The EDEN ISS research project in Antarctica is designed to help astronauts grow food in space and on other planets. It has produced its first crop: 3.6kg of lettuce, 70 radishes and 18 cucumbers. But will the new technologies the project aims to develop be useful on Earth?
Evolution and Design of Environmentally-closed Nutrition Sources (EDEN)
The ISS EDEN plant cultivation project is led by the Institute for Space Systems (ISS), a consortium of experts in human spaceflight and controlled environment agriculture from academia and industry.
The ISS also aims to identify possible developments of closed or nearly closed-loop plant cultivation systems that would enable terrestrial agriculture to be conducted in regions that are currently unsuitable.

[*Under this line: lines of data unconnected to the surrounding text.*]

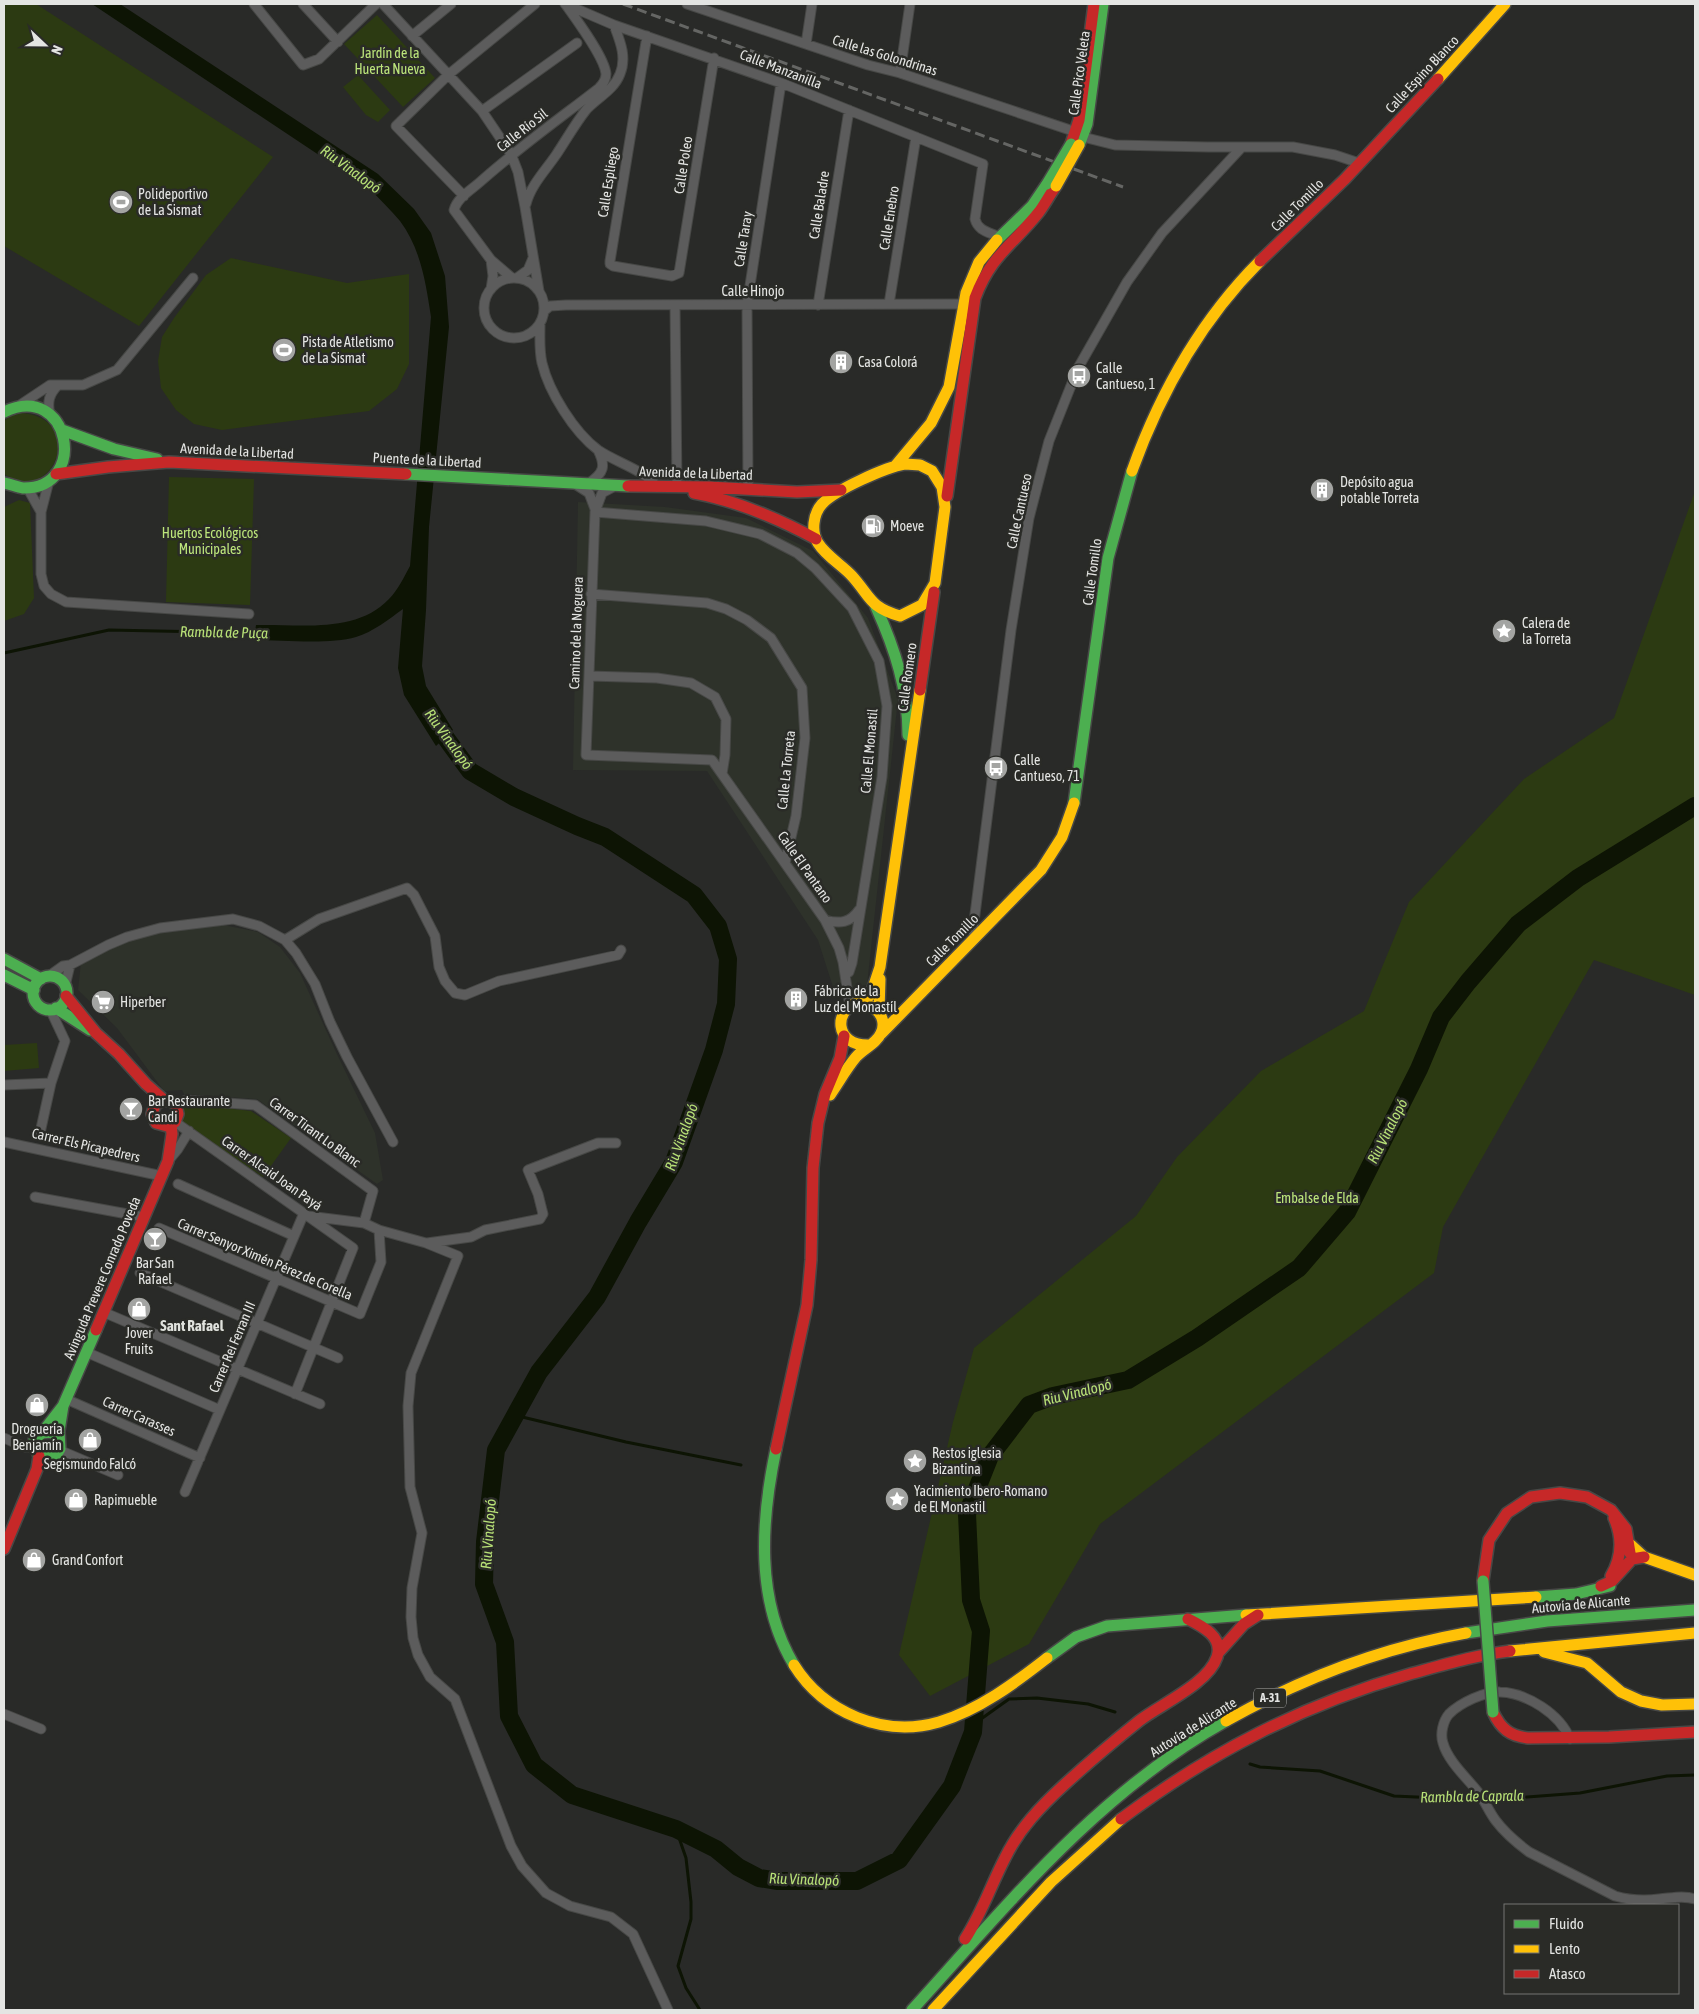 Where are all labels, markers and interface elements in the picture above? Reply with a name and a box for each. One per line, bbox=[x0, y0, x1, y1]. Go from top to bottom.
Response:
north arrow bbox=[20, 20, 70, 70]
street label: Calle Pico Veleta bbox=[1065, 30, 1093, 116]
street label: Calle las Golondrinas bbox=[831, 31, 939, 79]
street label: Calle Espino Blanco bbox=[1382, 32, 1462, 116]
text: N bbox=[48, 43, 66, 57]
park label: Jardín de la Huerta Nueva bbox=[354, 45, 426, 77]
street label: Calle Manzanilla bbox=[738, 46, 824, 92]
street label: Calle Río Sil bbox=[493, 105, 551, 155]
street label: Calle Poleo bbox=[671, 135, 695, 195]
water label: Riu Vinalopó bbox=[318, 141, 384, 197]
street label: Calle Espliego bbox=[595, 145, 621, 219]
street label: Calle Baladre bbox=[806, 170, 832, 240]
street label: Calle Tomillo bbox=[1268, 176, 1326, 234]
street label: Calle Enebro bbox=[876, 185, 902, 251]
place label: Polideportivo de La Sismat bbox=[138, 186, 208, 218]
sports icon: Polideportivo de La Sismat bbox=[108, 189, 134, 215]
street label: Calle Taray bbox=[731, 210, 755, 268]
street label: Calle Hinojo bbox=[722, 283, 784, 299]
place label: Pista de Atletismo de La Sismat bbox=[302, 334, 394, 366]
sports icon: Pista de Atletismo de La Sismat bbox=[271, 337, 297, 363]
building icon: Casa Colorá bbox=[828, 349, 854, 375]
place label: Casa Colorá bbox=[858, 354, 918, 370]
place label: Calle Cantueso, 1 bbox=[1096, 360, 1155, 392]
bus stop icon: Calle Cantueso, 1 bbox=[1066, 363, 1092, 389]
street label: Avenida de la Libertad bbox=[180, 440, 294, 462]
street label: Puente de la Libertad bbox=[372, 449, 482, 471]
street label: Avenida de la Libertad bbox=[639, 463, 753, 483]
street label: Calle Cantueso bbox=[1003, 472, 1035, 550]
place label: Depósito agua potable Torreta bbox=[1340, 474, 1419, 506]
building icon: Depósito agua potable Torreta bbox=[1309, 477, 1335, 503]
fuel station icon: Moeve bbox=[860, 513, 886, 539]
place label: Moeve bbox=[890, 518, 924, 534]
park label: Huertos Ecológicos Municipales bbox=[162, 525, 258, 557]
street label: Calle Tomillo bbox=[1079, 538, 1105, 606]
street label: Camino de la Noguera bbox=[566, 576, 586, 690]
place label: Calera de la Torreta bbox=[1522, 615, 1571, 647]
place icon: Calera de la Torreta bbox=[1491, 618, 1517, 644]
water label: Rambla de Puça bbox=[180, 623, 268, 641]
street label: Calle Romero bbox=[894, 642, 920, 712]
water label: Riu Vinalopó bbox=[421, 706, 477, 772]
street label: Calle El Monastil bbox=[857, 708, 881, 794]
street label: Calle La Torreta bbox=[774, 730, 798, 810]
place label: Calle Cantueso, 71 bbox=[1014, 752, 1080, 784]
bus stop icon: Calle Cantueso, 71 bbox=[983, 755, 1009, 781]
street label: Calle El Pantano bbox=[774, 828, 836, 906]
street label: Calle Tomillo bbox=[923, 911, 981, 969]
place label: Fábrica de la Luz del Monastíl bbox=[814, 983, 897, 1015]
building icon: Fábrica de la Luz del Monastíl bbox=[783, 986, 809, 1012]
supermarket icon: Hiperber bbox=[90, 989, 116, 1015]
place label: Hiperber bbox=[120, 994, 166, 1010]
place label: Bar Restaurante Candi bbox=[148, 1093, 230, 1125]
street label: Carrer Tirant Lo Blanc bbox=[266, 1094, 364, 1171]
bar icon: Bar Restaurante Candi bbox=[118, 1096, 144, 1122]
water label: Riu Vinalopó bbox=[1363, 1096, 1411, 1166]
water label: Riu Vinalopó bbox=[661, 1101, 701, 1173]
street label: Carrer Els Picapedrers bbox=[30, 1125, 142, 1165]
street label: Carrer Alcaid Joan Payá bbox=[219, 1132, 325, 1214]
park label: Embalse de Elda bbox=[1275, 1190, 1359, 1206]
street label: Avinguda Prevere Conrado Poveda bbox=[60, 1194, 144, 1362]
street label: Carrer Senyor Ximén Pérez de Corella bbox=[175, 1215, 355, 1303]
bar icon: Bar San Rafael bbox=[142, 1226, 168, 1252]
place label: Bar San Rafael bbox=[136, 1255, 174, 1287]
shop icon: Jover Fruits bbox=[126, 1296, 152, 1322]
street label: Carrer Rei Ferran III bbox=[206, 1299, 258, 1395]
district label: Sant Rafael bbox=[160, 1317, 225, 1334]
place label: Jover Fruits bbox=[125, 1325, 153, 1357]
water label: Riu Vinalopó bbox=[1041, 1375, 1113, 1409]
shop icon: Droguería Benjamín bbox=[24, 1392, 50, 1418]
street label: Carrer Carasses bbox=[100, 1393, 178, 1439]
place label: Droguería Benjamín bbox=[11, 1421, 63, 1453]
shop icon: Segismundo Falcó bbox=[77, 1427, 103, 1453]
place label: Restos iglesia Bizantina bbox=[932, 1445, 1001, 1477]
place icon: Restos iglesia Bizantina bbox=[902, 1448, 928, 1474]
place label: Segismundo Falcó bbox=[44, 1456, 136, 1472]
place label: Yacimiento Ibero-Romano de El Monastil bbox=[914, 1483, 1047, 1515]
place icon: Yacimiento Ibero-Romano de El Monastil bbox=[884, 1486, 910, 1512]
shop icon: Rapimueble bbox=[63, 1487, 89, 1513]
place label: Rapimueble bbox=[94, 1492, 157, 1508]
water label: Riu Vinalopó bbox=[477, 1498, 499, 1570]
shop icon: Grand Confort bbox=[21, 1547, 47, 1573]
place label: Grand Confort bbox=[52, 1552, 123, 1568]
street label: Autovía de Alicante bbox=[1531, 1592, 1631, 1616]
road number: A-31 bbox=[1254, 1689, 1286, 1708]
street label: Autovía de Alicante bbox=[1147, 1694, 1239, 1760]
water label: Rambla de Caprala bbox=[1420, 1787, 1524, 1805]
water label: Riu Vinalopó bbox=[769, 1869, 839, 1889]
legend bbox=[1504, 1904, 1679, 1994]
text: Fluido bbox=[1549, 1915, 1584, 1932]
text: Lento bbox=[1549, 1940, 1580, 1957]
text: Atasco bbox=[1549, 1965, 1586, 1982] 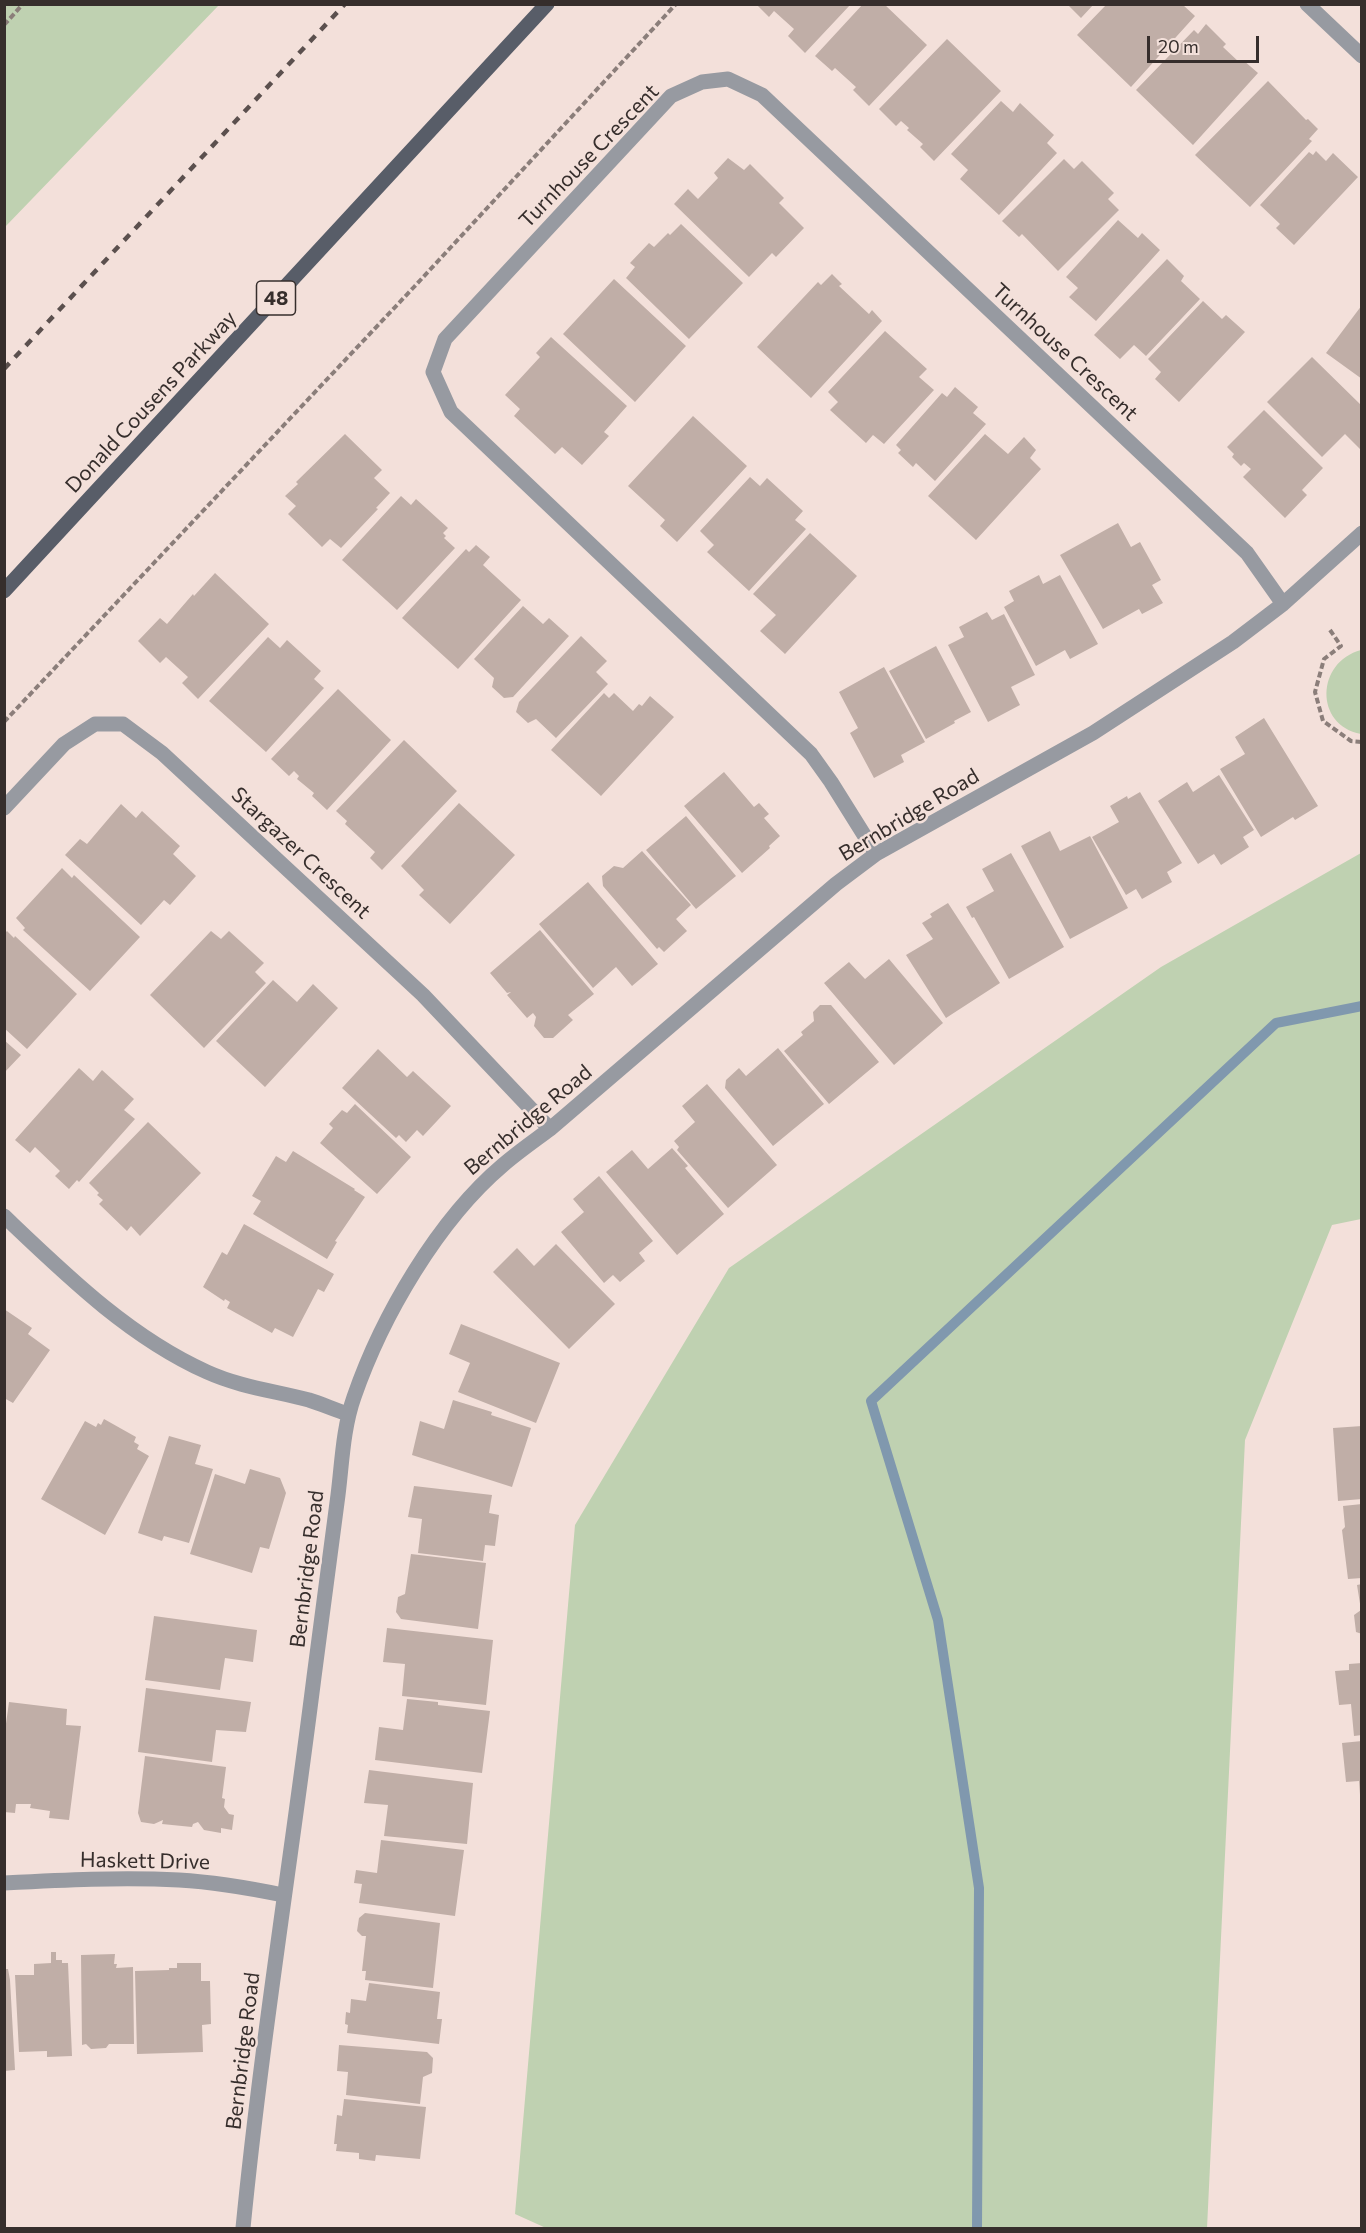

It’s not the first research project to attempt to grow food in conditions similar to those in space – and astronauts are already growing individual plants on the International Space Station - but the consortium is researching key technologies that it hopes will be relevant to large-scale food production in space and on Earth. These technologies include:
Nutrient delivery systems
Bio-detection and decontamination systems
Food quality and safety
High-performance LED lighting systems
New UK research into LED lighting
Dr Jim Monaghan, Director of the Fresh Produce Research Centre at Harper Adams University, is working with Cambs Farm Growers (part of the G’s group) to develop the use of LED lighting in the commercial propagation of young vegetable transplants and production of leafy crops.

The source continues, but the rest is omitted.